=== Input data ===

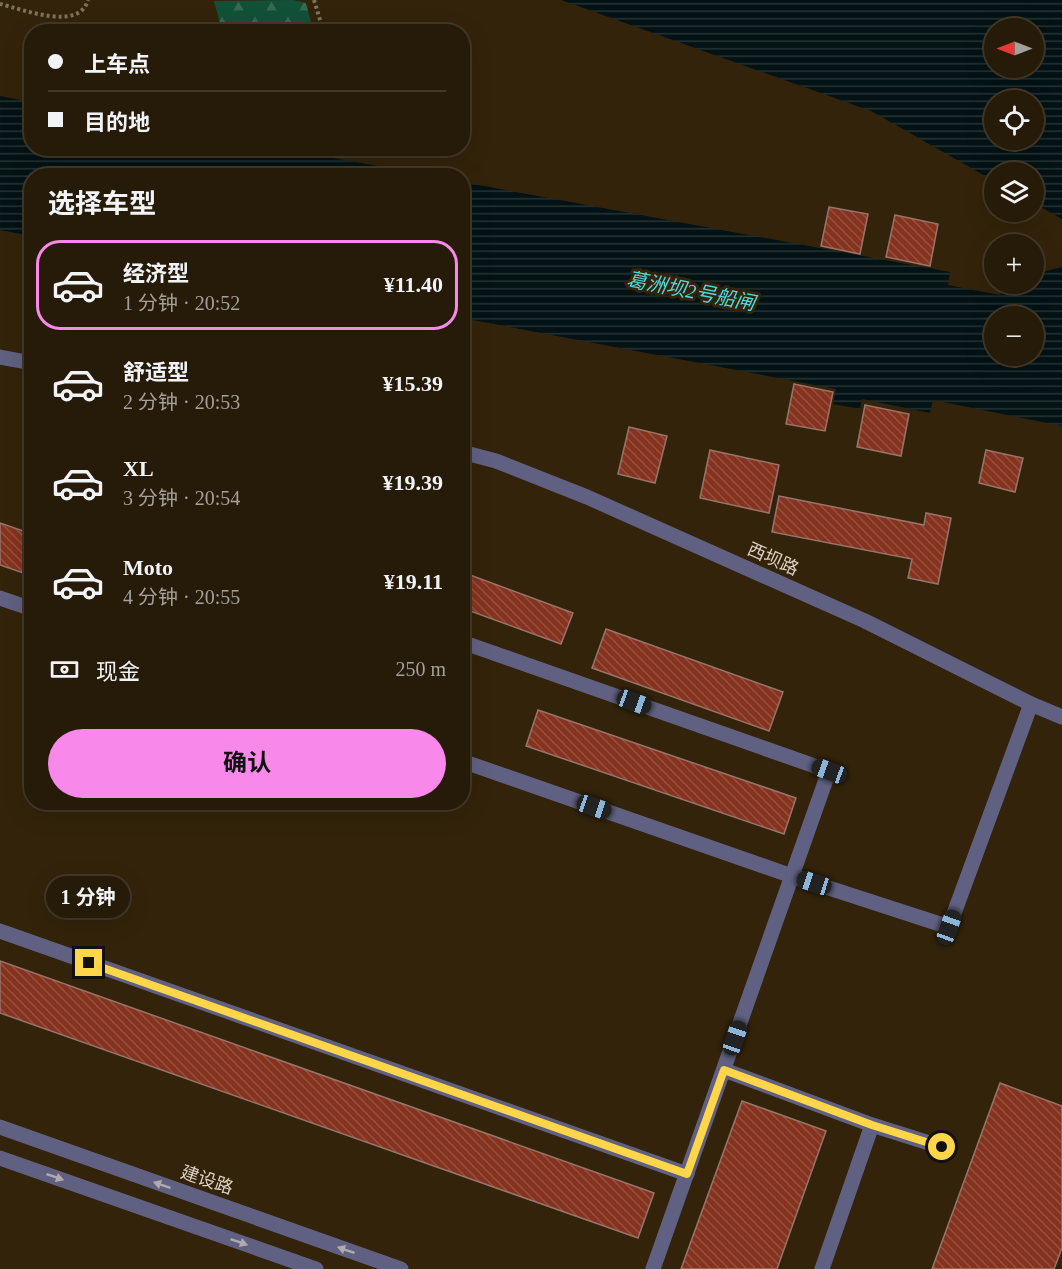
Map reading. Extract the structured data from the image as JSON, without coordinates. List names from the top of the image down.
{
  "streets": {
    "lane": ["西坝路", "建设路"]
  },
  "water": ["葛洲坝2号船闸"],
  "north": "left",
  "page": {
    "map_buttons": ["+", "−"],
    "banner": ["上车点", "目的地"],
    "heading": "选择车型",
    "list": [
      {
        "name": "经济型",
        "note": "1 分钟 · 20:52",
        "value": "¥11.40"
      },
      {
        "name": "舒适型",
        "note": "2 分钟 · 20:53",
        "value": "¥15.39"
      },
      {
        "name": "XL",
        "note": "3 分钟 · 20:54",
        "value": "¥19.39"
      },
      {
        "name": "Moto",
        "note": "4 分钟 · 20:55",
        "value": "¥19.11"
      }
    ],
    "pay": ["现金", "250 m"],
    "buttons": "确认",
    "bubble": "1 分钟"
  }
}
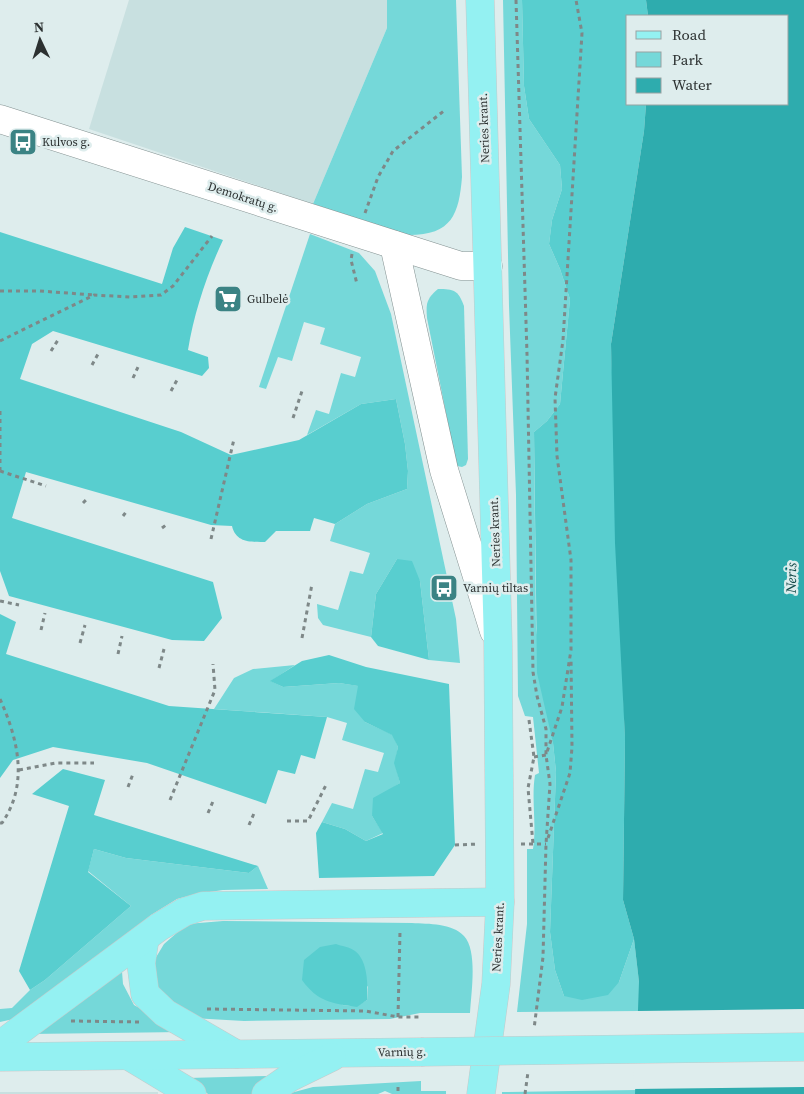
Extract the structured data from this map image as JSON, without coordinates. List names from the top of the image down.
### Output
{
  "streets": {
    "main road": ["Neries krant.", "Varnių g."],
    "street": ["Demokratų g."]
  },
  "crossings": [
    ["Neries krant.", "Demokratų g."]
  ],
  "water": ["Neris"],
  "places": {
    "bus stop": ["Kulvos g.", "Varnių tiltas"],
    "supermarket": ["Gulbelė"]
  },
  "legend": ["Road", "Park", "Water"],
  "north": "top"
}
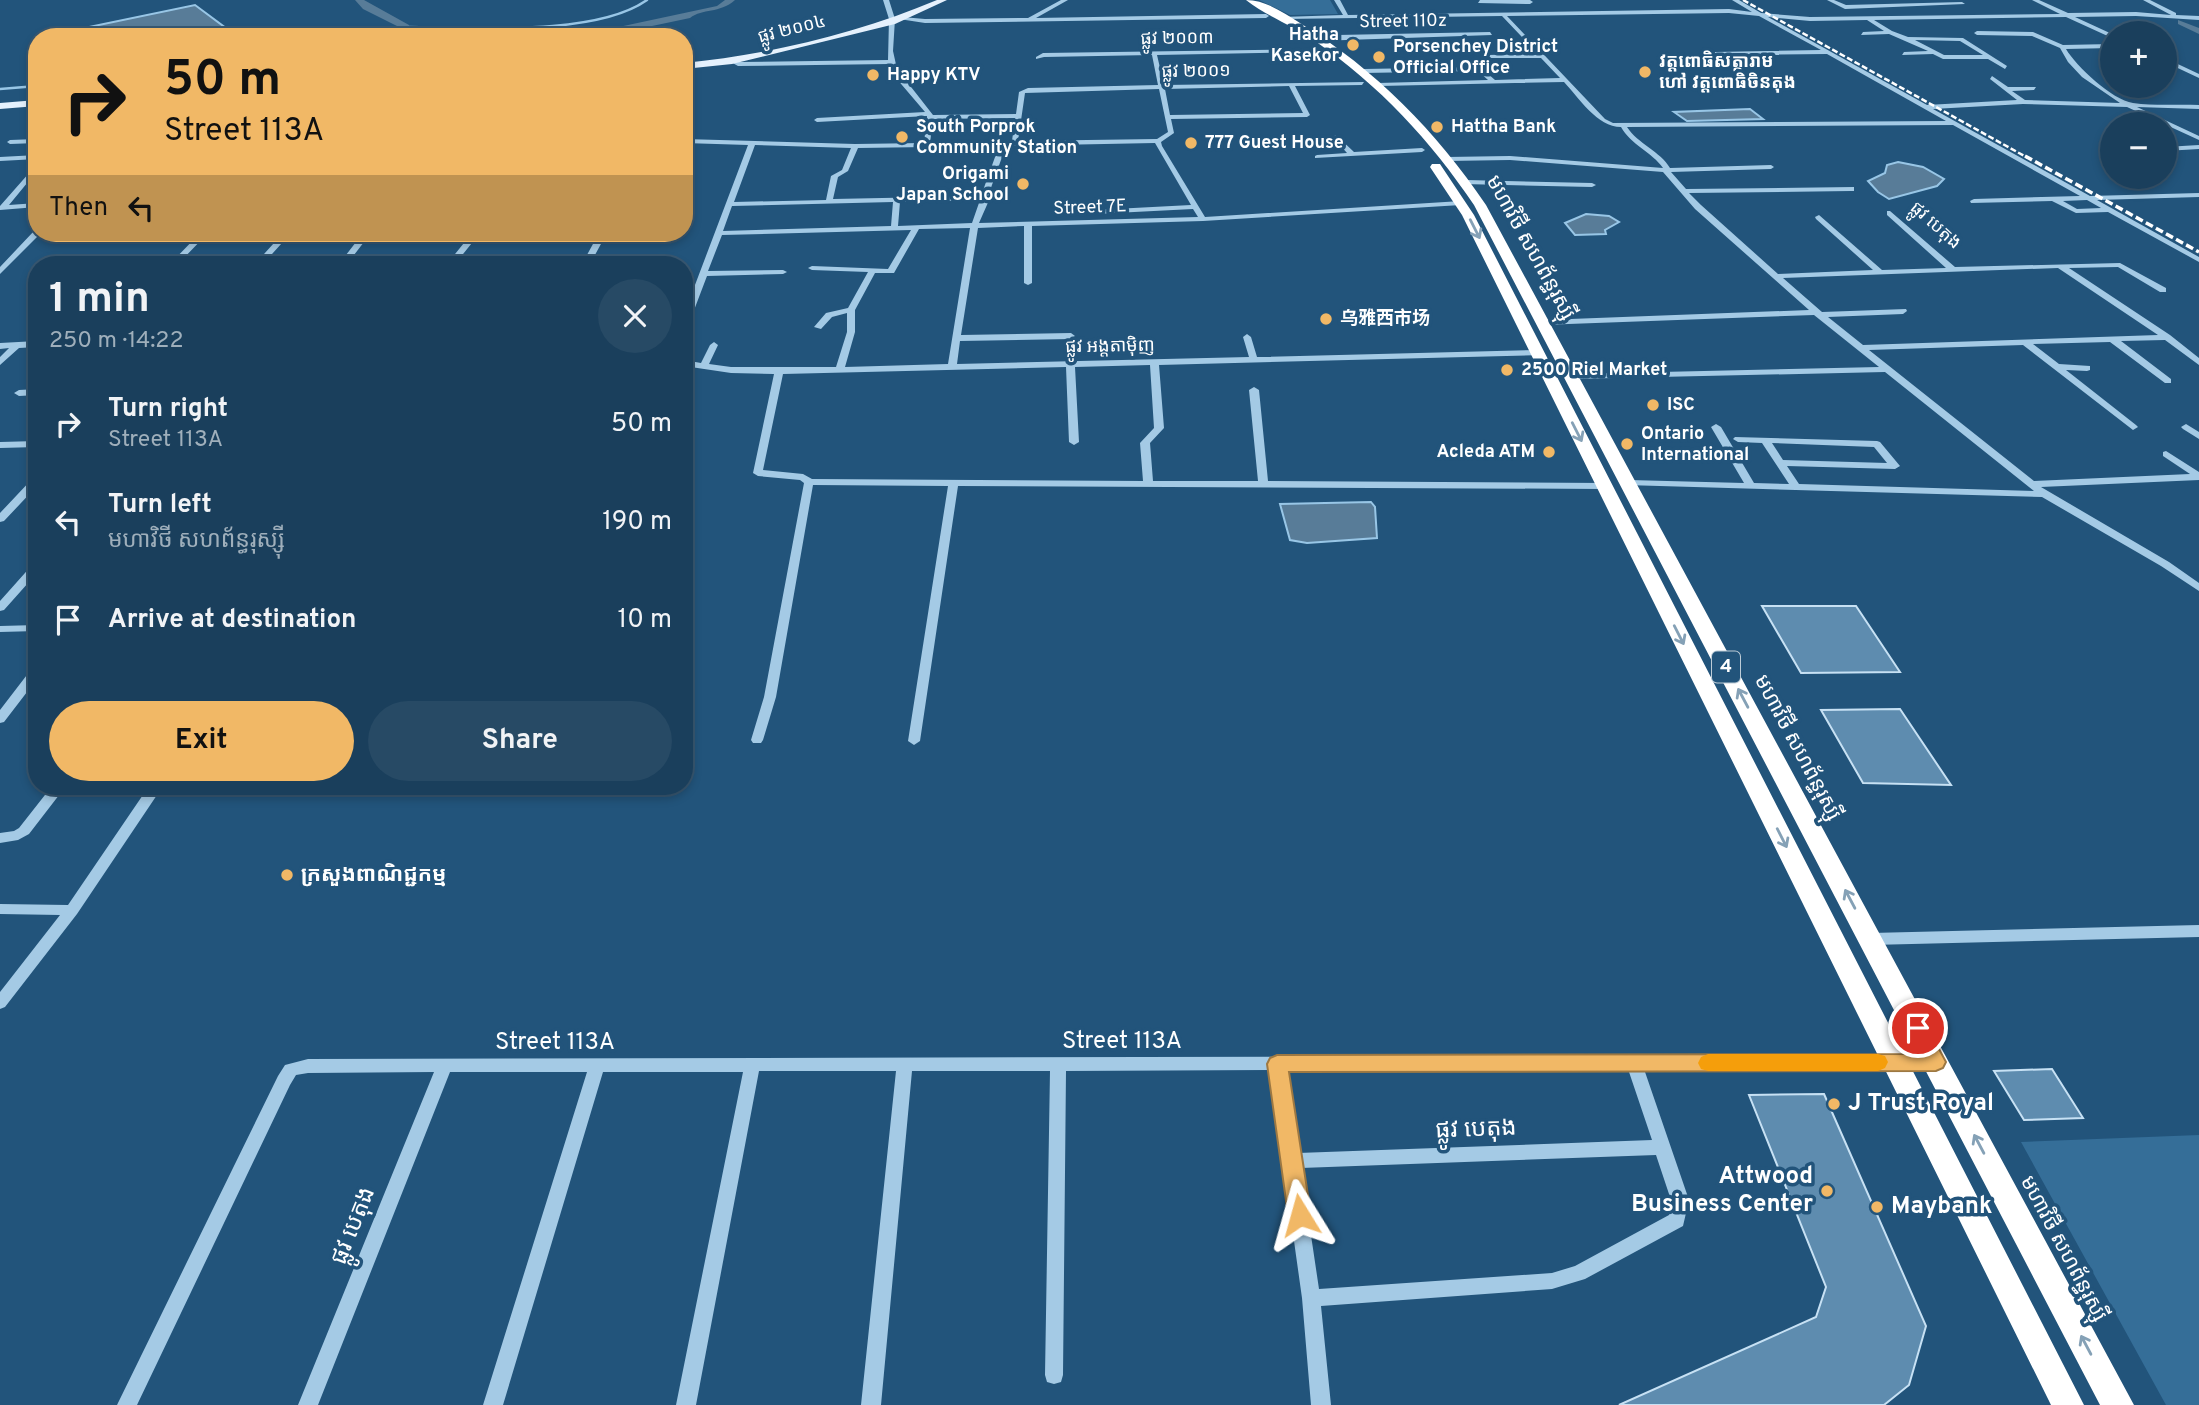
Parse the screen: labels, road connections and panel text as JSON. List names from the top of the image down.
{
  "streets": {
    "highway": ["មហាវិថី សហព័ន្ធរុស្ស៊ី", "4"],
    "main road": ["ផ្លូវ ២០០៤"],
    "street": [
      "Street 110z",
      "ផ្លូវ ២០០៣",
      "ផ្លូវ ២០០១",
      "Street 7E",
      "ផ្លូវ បេតុង",
      "ផ្លូវ អង្តតាម៉ិញ",
      "Street 113A"
    ]
  },
  "crossings": [
    ["Street 110z", "ផ្លូវ ២០០៣"],
    ["Street 110z", "មហាវិថី សហព័ន្ធរុស្ស៊ី"],
    ["ផ្លូវ ២០០៣", "មហាវិថី សហព័ន្ធរុស្ស៊ី"],
    ["ផ្លូវ ២០០១", "មហាវិថី សហព័ន្ធរុស្ស៊ី"],
    ["Street 7E", "មហាវិថី សហព័ន្ធរុស្ស៊ី"],
    ["ផ្លូវ បេតុង", "Street 113A"],
    ["មហាវិថី សហព័ន្ធរុស្ស៊ី", "ផ្លូវ អង្តតាម៉ិញ"],
    ["មហាវិថី សហព័ន្ធរុស្ស៊ី", "Street 113A"]
  ],
  "places": [
    "Hatha Kasekor",
    "Porsenchey District Official Office",
    "វត្តពោធិសត្តារាម ហៅ វត្តពោធិចិនតុង",
    "Happy KTV",
    "Hattha Bank",
    "South Porprok Community Station",
    "777 Guest House",
    "Origami Japan School",
    "乌雅西市场",
    "2500 Riel Market",
    "ISC",
    "Ontario International",
    "Acleda ATM",
    "ក្រសួងពាណិជ្ជកម្ម",
    "J Trust Royal",
    "Attwood Business Center",
    "Maybank"
  ],
  "page": {
    "map_buttons": ["+", "−"],
    "turn": ["50 m", "Street 113A"],
    "then": "Then",
    "heading": ["1 min", "250 m · 14:22"],
    "list": [
      {
        "name": "Turn right",
        "note": "Street 113A",
        "value": "50 m"
      },
      {
        "name": "Turn left",
        "note": "មហាវិថី សហព័ន្ធរុស្ស៊ី",
        "value": "190 m"
      },
      {
        "name": "Arrive at destination",
        "value": "10 m"
      }
    ],
    "buttons": ["Exit", "Share"]
  }
}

===

**Your task**
Please write out all the data again word for word, but not the pictures.

**Output below**
Map reading. Extract the structured data from the image as JSON, without coordinates. List names from the top of the image down.
{
  "streets": {
    "lane": ["西坝路", "建设路"]
  },
  "water": ["葛洲坝2号船闸"],
  "north": "left",
  "page": {
    "map_buttons": ["+", "−"],
    "banner": ["上车点", "目的地"],
    "heading": "选择车型",
    "list": [
      {
        "name": "经济型",
        "note": "1 分钟 · 20:52",
        "value": "¥11.40"
      },
      {
        "name": "舒适型",
        "note": "2 分钟 · 20:53",
        "value": "¥15.39"
      },
      {
        "name": "XL",
        "note": "3 分钟 · 20:54",
        "value": "¥19.39"
      },
      {
        "name": "Moto",
        "note": "4 分钟 · 20:55",
        "value": "¥19.11"
      }
    ],
    "pay": ["现金", "250 m"],
    "buttons": "确认",
    "bubble": "1 分钟"
  }
}
Extract the structured data from this map image as JSON, without coordinates. List names from the top of the image down.
### Output
{
  "streets": {
    "main road": ["Neries krant.", "Varnių g."],
    "street": ["Demokratų g."]
  },
  "crossings": [
    ["Neries krant.", "Demokratų g."]
  ],
  "water": ["Neris"],
  "places": {
    "bus stop": ["Kulvos g.", "Varnių tiltas"],
    "supermarket": ["Gulbelė"]
  },
  "legend": ["Road", "Park", "Water"],
  "north": "top"
}
Parse the screen: labels, road connections and panel text as JSON. List names from the top of the image down.
{
  "streets": {
    "highway": ["មហាវិថី សហព័ន្ធរុស្ស៊ី", "4"],
    "main road": ["ផ្លូវ ២០០៤"],
    "street": [
      "Street 110z",
      "ផ្លូវ ២០០៣",
      "ផ្លូវ ២០០១",
      "Street 7E",
      "ផ្លូវ បេតុង",
      "ផ្លូវ អង្តតាម៉ិញ",
      "Street 113A"
    ]
  },
  "crossings": [
    ["Street 110z", "ផ្លូវ ២០០៣"],
    ["Street 110z", "មហាវិថី សហព័ន្ធរុស្ស៊ី"],
    ["ផ្លូវ ២០០៣", "មហាវិថី សហព័ន្ធរុស្ស៊ី"],
    ["ផ្លូវ ២០០១", "មហាវិថី សហព័ន្ធរុស្ស៊ី"],
    ["Street 7E", "មហាវិថី សហព័ន្ធរុស្ស៊ី"],
    ["ផ្លូវ បេតុង", "Street 113A"],
    ["មហាវិថី សហព័ន្ធរុស្ស៊ី", "ផ្លូវ អង្តតាម៉ិញ"],
    ["មហាវិថី សហព័ន្ធរុស្ស៊ី", "Street 113A"]
  ],
  "places": [
    "Hatha Kasekor",
    "Porsenchey District Official Office",
    "វត្តពោធិសត្តារាម ហៅ វត្តពោធិចិនតុង",
    "Happy KTV",
    "Hattha Bank",
    "South Porprok Community Station",
    "777 Guest House",
    "Origami Japan School",
    "乌雅西市场",
    "2500 Riel Market",
    "ISC",
    "Ontario International",
    "Acleda ATM",
    "ក្រសួងពាណិជ្ជកម្ម",
    "J Trust Royal",
    "Attwood Business Center",
    "Maybank"
  ],
  "page": {
    "map_buttons": ["+", "−"],
    "turn": ["50 m", "Street 113A"],
    "then": "Then",
    "heading": ["1 min", "250 m · 14:22"],
    "list": [
      {
        "name": "Turn right",
        "note": "Street 113A",
        "value": "50 m"
      },
      {
        "name": "Turn left",
        "note": "មហាវិថី សហព័ន្ធរុស្ស៊ី",
        "value": "190 m"
      },
      {
        "name": "Arrive at destination",
        "value": "10 m"
      }
    ],
    "buttons": ["Exit", "Share"]
  }
}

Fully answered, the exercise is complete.